[Task description]
Below this sentence is a listing; return exactly its lines from the one with "173,635 L 175,640" to the one with "118,712 L 127,734", both kept, and nothing more.

=== Begin Enclosure ===

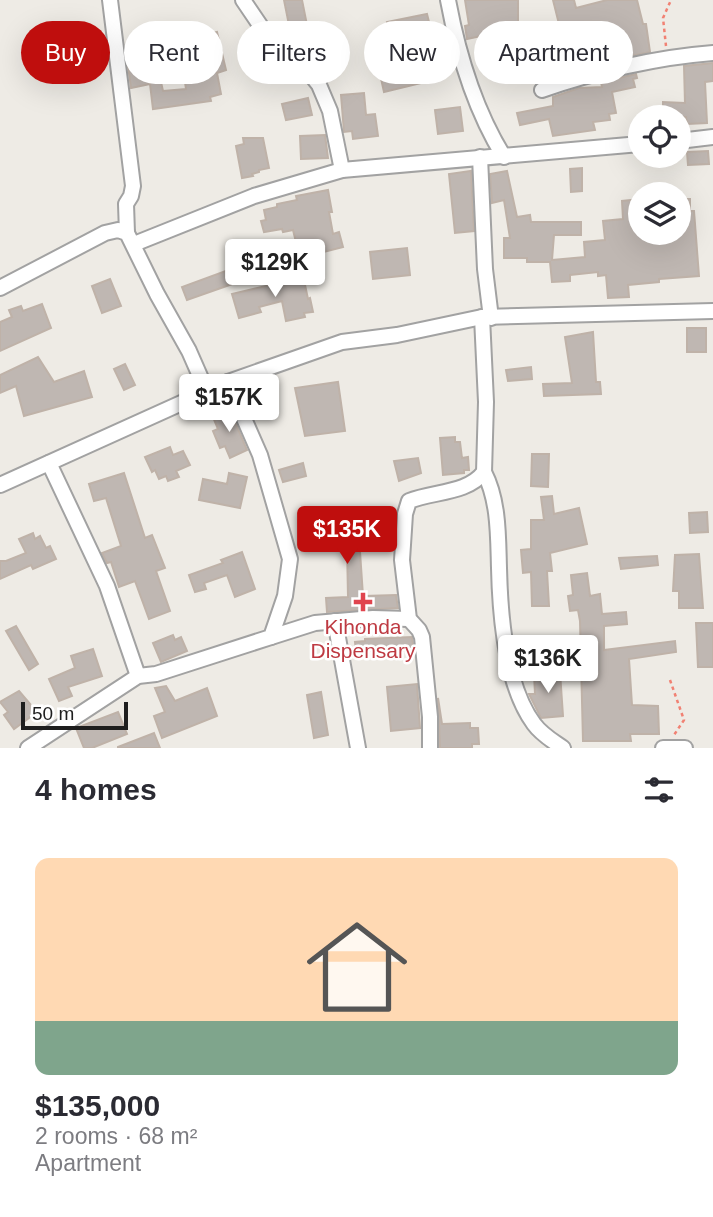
<!DOCTYPE html>
<meta charset="utf-8">
<style>
body{margin:0;font-family:Arial,sans-serif;background:#f2f2f3;color:#2b2b33;height:100vh;display:flex;flex-direction:column;font-size:26px;white-space:nowrap}
*{box-sizing:border-box;margin:0}
p{font-size:23px;color:#7c7c81}
.icon{flex:none;width:38px;height:38px;fill:none;stroke:currentColor;stroke-width:2;stroke-linecap:round;stroke-linejoin:round}
.map{position:relative;height:748px;overflow:hidden}
.side{display:flex;flex-direction:column;background:#fff;flex:1}
.side>*{flex:none}
.hud{position:absolute;left:21px;top:21px;width:672px;height:63px;display:flex;gap:14px}
.tools{position:absolute;left:628px;top:105px;display:grid;gap:14px}
.tools a{display:grid;place-items:center;width:63px;height:63px;border-radius:50%;background:#fff;box-shadow:0 7px 28px #0002;font-size:35px}
.scale{position:absolute;left:21px;bottom:18px;width:107px;box-sizing:border-box;padding-left:7px;border:4px solid #1e1e1e;border-top:0;font-size:19px;line-height:24px;white-space:nowrap;color:#1e1e1e;-webkit-text-stroke:5px #fff;paint-order:stroke}
.price{position:absolute;translate:-50% -60px;padding:0 16px;border-radius:7px;background:#fff;color:#222;font-size:23px;line-height:46px;filter:drop-shadow(0 2px 4px #0008)}
.price::after{content:'';position:absolute;left:50%;top:42px;width:21px;height:16px;margin-left:-10px;background:inherit;clip-path:polygon(0 0,100% 0,50% 100%)}
.price.current{background:#bf0e0d;color:#fff}
ul{padding:0;list-style:none}
li{display:grid;align-content:center;gap:14px;height:371px;padding:0 35px}
li+li{border-top:2px solid #e1e1e2}
li span{display:grid;place-items:center;height:217px;border-radius:14px;color:#555}
li>.icon{margin-inline-start:auto}
span .icon{width:126px;height:126px;fill:#fffc;stroke-width:1}
li b{font-size:30px}
h2{display:flex;justify-content:space-between;align-items:center;height:84px;padding:0 35px;font-size:30px}
.pill{padding:0 24px;border-radius:32px;background:#fff;box-shadow:0 7px 28px #0002;font-size:24px;line-height:63px}
.pill.current{background:#bf0e0d;color:#fff}
.map>svg:first-child{display:block}
</style>
<div class="map">
<svg width="713" height="748" viewBox="0 0 713 748">
<rect width="100%" height="100%" fill="#eeebe5"/>
<g fill="#bfb7b2" stroke="#bfb2a8" stroke-width="2">
<path d="M 284,0 L 302,0 L 307,25 L 290,30 Z"/>
<path d="M 465,0 L 518,0 L 518,28 L 467,39 L 465,26 L 469,25 Z"/>
<path d="M 553,0 L 574,0 L 576,8 L 607,0 L 637,0 L 643,24 L 646,24 L 650,52 L 599,63 L 598,58 L 547,67 L 549,78 L 539,81 L 533,52 L 513,56 L 510,34 L 559,24 Z"/>
<path d="M 427,14 L 433,38 L 429,39 L 430,41 L 421,43 L 430,77 L 424,78 L 425,82 L 384,92 L 380,74 L 398,69 L 387,22 Z"/>
<path d="M 217,32 L 226,70 L 217,73 L 221,94 L 210,97 L 211,101 L 153,109 L 150,84 L 131,88 L 128,66 L 144,62 L 140,45 L 152,42 L 163,91 L 186,89 L 185,82 L 193,81 L 187,56 L 182,57 L 178,41 Z"/>
<path d="M 713,63 L 713,81 L 705,82 L 707,123 L 687,124 L 686,117 L 663,117 L 663,102 L 685,103 L 684,66 Z"/>
<path d="M 636,74 L 637,78 L 633,79 L 635,87 L 612,92 L 616,113 L 609,114 L 610,120 L 593,122 L 595,130 L 553,136 L 549,119 L 520,125 L 517,113 L 553,106 L 553,97 L 579,88 L 602,87 L 601,82 Z"/>
<path d="M 364,93 L 366,115 L 375,114 L 378,136 L 353,139 L 352,131 L 344,132 L 341,95 Z"/>
<path d="M 308,98 L 312,115 L 286,120 L 282,104 Z"/>
<path d="M 460,107 L 463,131 L 438,134 L 435,110 Z"/>
<path d="M 325,135 L 328,158 L 301,159 L 300,136 Z"/>
<path d="M 243,138 L 263,138 L 269,168 L 259,170 L 259,172 L 252,174 L 253,176 L 242,178 L 236,146 L 244,144 Z"/>
<path d="M 708,151 L 709,164 L 688,165 L 687,152 Z"/>
<path d="M 582,168 L 582,191 L 571,192 L 570,169 Z"/>
<path d="M 471,171 L 474,231 L 455,233 L 449,174 Z"/>
<path d="M 507,171 L 517,217 L 530,215 L 531,222 L 581,222 L 581,235 L 554,235 L 552,260 L 585,257 L 584,242 L 605,240 L 603,221 L 623,219 L 622,201 L 640,199 L 640,233 L 679,233 L 679,199 L 690,199 L 690,211 L 694,211 L 699,276 L 659,279 L 659,282 L 628,285 L 629,297 L 608,298 L 606,275 L 598,276 L 598,272 L 570,275 L 570,281 L 552,282 L 550,262 L 527,262 L 527,258 L 504,258 L 504,238 L 510,238 L 504,200 L 492,203 L 490,174 Z"/>
<path d="M 328,190 L 332,212 L 329,212 L 333,234 L 339,232 L 343,247 L 300,258 L 293,230 L 283,232 L 282,229 L 264,232 L 261,221 L 266,220 L 264,210 L 277,207 L 277,204 L 297,200 L 296,196 Z"/>
<path d="M 407,248 L 410,275 L 373,279 L 370,252 Z"/>
<path d="M 231,269 L 235,283 L 187,300 L 182,287 Z"/>
<path d="M 110,279 L 121,306 L 102,313 L 92,286 Z"/>
<path d="M 296,279 L 297,281 L 304,280 L 308,299 L 310,298 L 313,312 L 304,313 L 305,317 L 286,321 L 282,301 L 259,307 L 261,312 L 239,318 L 232,294 Z"/>
<path d="M 42,304 L 51,328 L 0,351 L 0,322 L 12,317 L 9,310 L 21,306 L 23,311 Z"/>
<rect x="687" y="328" width="19" height="24"/>
<path d="M 593,332 L 596,382 L 600,382 L 601,394 L 544,396 L 543,384 L 572,383 L 565,337 Z"/>
<path d="M 38,357 L 54,382 L 84,371 L 92,397 L 24,416 L 16,386 L 0,393 L 0,375 Z"/>
<path d="M 125,364 L 135,385 L 124,390 L 114,369 Z"/>
<path d="M 531,367 L 532,379 L 508,381 L 506,370 Z"/>
<path d="M 338,382 L 345,431 L 305,436 L 295,388 Z"/>
<path d="M 230,410 L 247,450 L 230,458 L 225,446 L 220,448 L 213,431 L 218,429 L 213,417 Z"/>
<path d="M 455,437 L 455,442 L 460,442 L 462,458 L 468,457 L 469,470 L 464,470 L 464,473 L 443,475 L 440,438 Z"/>
<path d="M 170,447 L 173,455 L 183,451 L 190,465 L 176,471 L 179,477 L 168,481 L 166,476 L 159,479 L 155,470 L 152,472 L 145,457 Z"/>
<path d="M 532,454 L 549,454 L 548,487 L 531,486 Z"/>
<path d="M 418,458 L 421,473 L 399,481 L 394,461 Z"/>
<path d="M 303,463 L 306,476 L 283,482 L 279,470 Z"/>
<path d="M 124,473 L 145,538 L 152,535 L 165,568 L 156,571 L 170,611 L 149,619 L 135,581 L 119,587 L 111,562 L 107,563 L 102,553 L 121,546 L 106,498 L 94,501 L 89,484 Z"/>
<path d="M 229,473 L 247,477 L 240,508 L 199,500 L 203,479 L 227,484 Z"/>
<path d="M 552,496 L 554,514 L 579,508 L 587,544 L 550,553 L 552,571 L 547,571 L 549,606 L 532,606 L 531,572 L 523,573 L 521,550 L 531,549 L 531,520 L 544,520 L 541,497 Z"/>
<path d="M 707,512 L 708,532 L 690,533 L 689,513 Z"/>
<path d="M 358,522 L 363,596 L 396,595 L 398,608 L 327,612 L 326,598 L 348,597 L 347,546 L 304,549 L 303,526 Z"/>
<path d="M 33,533 L 35,539 L 40,536 L 46,548 L 50,546 L 56,559 L 33,569 L 31,565 L 0,579 L 0,561 L 6,561 L 26,553 L 19,539 Z"/>
<path d="M 242,552 L 255,589 L 235,597 L 227,575 L 204,583 L 206,589 L 195,592 L 189,575 L 223,563 L 221,560 Z"/>
<path d="M 699,554 L 703,608 L 679,608 L 679,591 L 673,591 L 675,555 Z"/>
<path d="M 657,556 L 658,565 L 621,569 L 619,558 Z"/>
<path d="M 587,573 L 590,596 L 600,594 L 602,614 L 626,612 L 627,624 L 604,626 L 604,650 L 675,641 L 676,652 L 629,659 L 632,705 L 658,706 L 659,734 L 630,734 L 631,741 L 583,741 L 580,621 L 578,610 L 570,611 L 568,596 L 573,595 L 571,575 Z"/>
<path d="M 696,623 L 713,623 L 713,667 L 698,667 Z"/>
<path d="M 16,626 L 38,664 L 29,670 L 6,631 Z"/>
<path d="M 173,635 L 175,640 L 181,637 L 187,651 L 161,662 L 153,643 Z"/>
<path d="M 412,637 L 414,651 L 356,651 L 355,642 L 365,641 L 365,639 Z"/>
<path d="M 93,649 L 102,676 L 68,687 L 72,696 L 59,701 L 49,679 L 75,668 L 71,656 Z"/>
<path d="M 560,672 L 563,716 L 541,718 L 529,694 L 535,694 L 534,674 Z"/>
<path d="M 417,684 L 420,728 L 391,731 L 387,687 Z"/>
<path d="M 166,686 L 175,701 L 207,688 L 217,716 L 162,738 L 154,716 L 165,712 L 155,688 Z"/>
<path d="M 19,691 L 37,712 L 14,729 L 4,715 L 8,712 L 0,702 Z"/>
<path d="M 321,692 L 328,735 L 314,738 L 307,695 Z"/>
<path d="M 438,698 L 442,724 L 470,723 L 470,728 L 478,728 L 479,744 L 472,744 L 472,748 L 440,748 Z"/>
<path d="M 118,712 L 127,734 L 92,748 L 84,748 L 76,728 Z"/>
<path d="M 154,733 L 160,748 L 118,748 L 118,747 Z"/>
</g>
<g fill="none" stroke-linecap="round" stroke-linejoin="round">
<defs>
<g id="street">
<path d="M 110,0 L 133,186 L 131,196 L 126,204 L 127,233"/>
<path d="M 243,0 L 266,34 L 295,55 L 319,85 L 330,111 L 342,170"/>
<path d="M 448,0 C 458,54 475,110 504,157"/>
<path d="M 542,90 C 593,72 659,57 713,53"/>
<path d="M 679,141 L 713,137"/>
<path d="M 480,157 L 485,269 L 491,318"/>
<path d="M 134,244 L 254,196 L 342,170 L 640,144"/>
<path d="M 0,288 L 105,233 L 118,230 L 127,233 L 157,294 L 189,351 L 207,392"/>
<path d="M 49,463 L 107,586 L 138,676"/>
<path d="M 484,472 C 499,501 498,536 499,568 C 500,614 505,685 534,724 C 542,735 553,741 563,748"/>
<path d="M 0,485 L 228,382 L 342,342 L 397,335 L 482,317 L 713,311"/>
<path d="M 335,621 L 358,748"/>
<path d="M 271,637 L 315,623 L 373,618 L 409,619"/>
<path d="M 28,748 L 138,676 L 156,674 L 271,637 L 285,596 L 290,559 L 260,455 L 228,382"/>
<path d="M 430,748 L 430,717 L 422,637 L 419,630 L 409,619 L 402,560 L 405,514 L 409,501 C 434,491 467,494 484,472 L 486,402 L 482,317"/>
<path d="M 663,748 L 685,748"/>
</g>
</defs>
<use href="#street" stroke="#a2a2a2" stroke-width="18"/>
<g stroke="#f18173" stroke-width="2.5" stroke-dasharray="3.5 3.5" stroke-linecap="butt">
<path d="M 666,46 L 663,18 L 671,0"/>
<path d="M 670,680 L 684,720 L 674,735"/>
</g>
<use href="#street" stroke="#fff" stroke-width="14"/>
</g>
<path fill="#e0444e" stroke="#fff" stroke-width="2.5" d="M359.5 591.5h7v7h7v7h-7v7h-7v-7h-7v-7h7z"/>
<g text-anchor="middle" stroke-width="5" stroke-linejoin="round" paint-order="stroke">
<g font-size="21" fill="#be3a42" stroke="#fff">
<text x="363" y="634">Kihonda<tspan x="363" dy="24">Dispensary</tspan></text>
</g>
</g>
</svg>
<div class="tools">
<a><svg class="icon" aria-label="locate" viewBox="0 0 24 24"><circle cx="12" cy="12" r="6"/><path d="M12 2v4M12 18v4M2 12h4M18 12h4"/></svg></a>
<a><svg class="icon" aria-label="layers" viewBox="0 0 24 24"><path d="M12 4l9 5-9 5-9-5zM3 14l9 5 9-5"/></svg></a>
</div>
<div class="scale">50 m</div>
<b class="price" style="left:275px;top:299px">$129K</b>
<b class="price" style="left:229px;top:434px">$157K</b>
<b class="price current" style="left:347px;top:566px">$135K</b>
<b class="price" style="left:548px;top:695px">$136K</b>
<div class="hud">
<a class="pill current">Buy</a>
<a class="pill">Rent</a>
<a class="pill">Filters</a>
<a class="pill">New</a>
<a class="pill">Apartment</a>
</div>
</div>
<section class="side">
<h2>4 homes<svg class="icon" aria-label="filters" viewBox="0 0 24 24"><path d="M4 7h16M4 17h16"/><circle cx="9" cy="7" r="2"/><circle cx="15" cy="17" r="2"/></svg></h2>
<ul>
<li><span style="background:linear-gradient(#ffd9b3 75%,#7fa58c 0)"><svg class="icon" aria-label="home" viewBox="0 0 24 24"><path d="M3 11l9-7 9 7M6 9v11h12V9"/></svg></span><div><b>$135,000</b><p>2 rooms · 68 m²</p><p>Apartment</p></div></li>
</ul>
</section>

=== End Enclosure ===

[Exercise result]
<path d="M 173,635 L 175,640 L 181,637 L 187,651 L 161,662 L 153,643 Z"/>
<path d="M 412,637 L 414,651 L 356,651 L 355,642 L 365,641 L 365,639 Z"/>
<path d="M 93,649 L 102,676 L 68,687 L 72,696 L 59,701 L 49,679 L 75,668 L 71,656 Z"/>
<path d="M 560,672 L 563,716 L 541,718 L 529,694 L 535,694 L 534,674 Z"/>
<path d="M 417,684 L 420,728 L 391,731 L 387,687 Z"/>
<path d="M 166,686 L 175,701 L 207,688 L 217,716 L 162,738 L 154,716 L 165,712 L 155,688 Z"/>
<path d="M 19,691 L 37,712 L 14,729 L 4,715 L 8,712 L 0,702 Z"/>
<path d="M 321,692 L 328,735 L 314,738 L 307,695 Z"/>
<path d="M 438,698 L 442,724 L 470,723 L 470,728 L 478,728 L 479,744 L 472,744 L 472,748 L 440,748 Z"/>
<path d="M 118,712 L 127,734 L 92,748 L 84,748 L 76,728 Z"/>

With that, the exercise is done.